6:14 - КН stands for "Кнопка" ("Knopka"), meaning "Button"
It will be like "BT1" and "BT2".
Oh good
KH is actually KN, short for knopka, which means button
Its not his mouse, its OUR mouse
I was waiting for this comment😂
Our PC
I understand that this is a joke. But in the USSR, private and public property was divided. There was no right to have means of production that brought profit. But it 's okay to have personal belongings , including computers
@Misimpaand pc stands for "public computer"😅
@nasha710 this made me laugh so hard god damnit 🤣
I remember looking through my grandfathers box filled with old tech, and I saw this mouse, I asked him what it was and he explained everything to me, he even showed me how it worked after setting up his old machine! Great memories.
Cool, he still had his old computer to show you?
Yep! Not sure where it is right now though, if I ever visit him again I'll take a vid of it and how it works n such
@memberofsociety1 hey, just to let you know that there is still someone waiting for a video from you :)
@giangnhu9905 hey, haven't gotten a chance to visit him yet, as he lives very far away from me, but thanks for reminding me!
Whoever made the mouse hit the border, you made me laugh for like a full 2 min.😂
You can remove the guts from that mouse and put a gaming mouse schematics . Will be a sleeper
Спасибо за обзор товарищ Линус!
Congratulations comrade Linus, you have made the computer nerds of the world unite.
USSR was a LGBT paradise!
We have nothing to lose but our cables!
@nicolausteslaus No, it wasn't. If the USSR was a LGBT paradise, none of the countries that formerly made it up would be anti-LGBT today. In fact, it's the countries that embrace Western values that are becoming more LGBT friendly while countries that still stick to their Soviet past (Belarus, Russia, Armenia, et cetera) are becoming far more hostile toward the LGBT community.
@thedoctor3996
>none of the countries that formerly made it up would be anti-LGBT today.
ahahah, what a dumb argument. Russia used to be a communist country, now more than 90% of its population is anticommunist.

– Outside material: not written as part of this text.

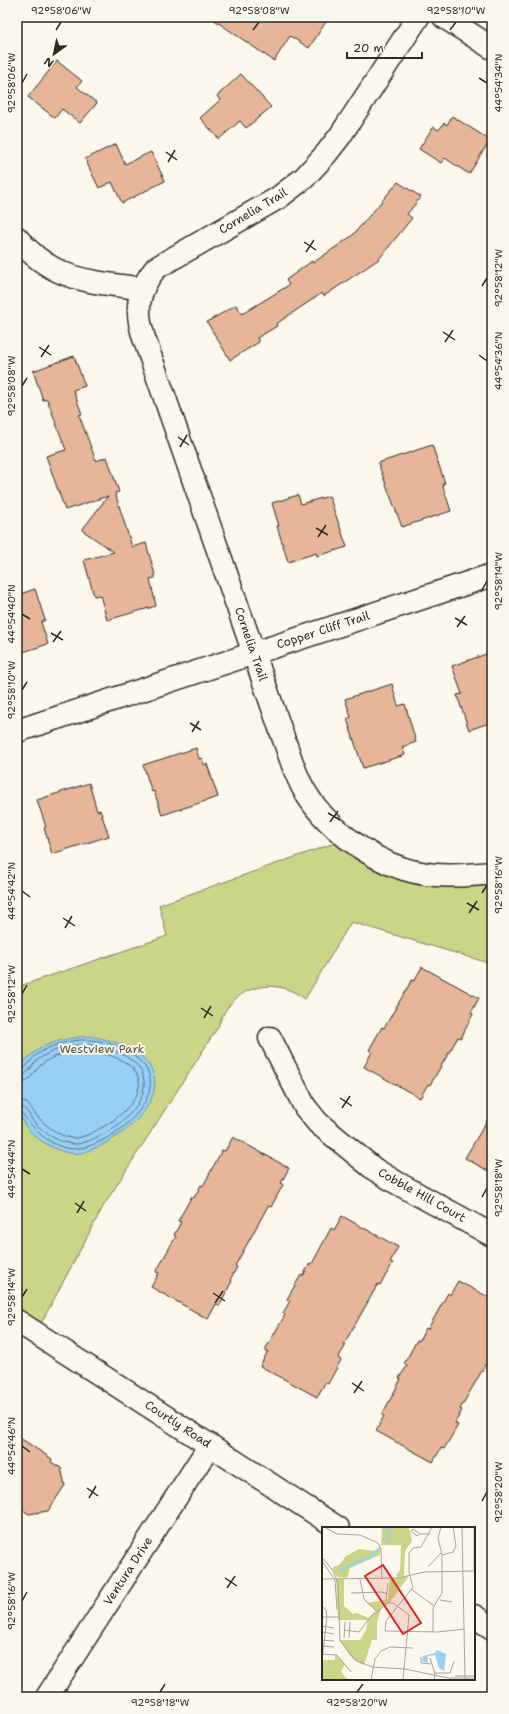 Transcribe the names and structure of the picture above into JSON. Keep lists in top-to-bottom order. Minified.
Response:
{"streets":{"street":["Cornelia Trail","Copper Cliff Trail","Cobble Hill Court","Courtly Road","Ventura Drive"]},"crossings":[["Cornelia Trail","Copper Cliff Trail"],["Courtly Road","Ventura Drive"]],"parks":["Westview Park"],"scale_bar":"20 m","north":"bottom left","coordinates":["92°58'06\"W","92°58'08\"W","92°58'10\"W","44°54'34\"N","92°58'12\"W","44°54'36\"N","92°58'14\"W","44°54'40\"N","92°58'16\"W","44°54'42\"N","44°54'44\"N","92°58'18\"W","44°54'46\"N","92°58'20\"W"]}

@thedoctor3996 This countries with 'soviet pasts' are not align with the USSR life system, you are doing an asymmetric comparative
6:43 "In Soviet Russia, Google searches you! (Just like everywhere)"
😂🤣
This seems like it would be a quest item in Tarkov.
Good old days when all of electronics came not with just manual, but with fully blown schematics.
As someone going to school for ECE, the process of figuring out the pinouts, and then deciphering the signals in order to use the mouse on a modern machine was definitely one of the most interesting things I've seen from this channel. It'd be cool if there were Labs specific videos where we get to see them work these types of problems out, and we could see the process in greater detail.
yeah i like the more intracite breakdown of it
Problem solving level 1000, props to the Lab team!!
Thinkin' 'bout them os-kill'o'scopes - Riley
This is really the content you can't find anywhere else! Who else is going to have the ability to draw on the expertise of an entire lab and the jank to try to get a forty-year-old mouse to work, and the presentation skill to make it all interesting to watch?
?
tbf, this wasnt the most demanding job.
the buttons where, as he said, just reading the voltage and simulating a mouseclick via the USBHID the Pico is pretending to be.
The pinout in the manual did most of the actual trial and error.
and movement really only required them to figure out that it needs to be reset/set to 0 everytime you moved(which he also said)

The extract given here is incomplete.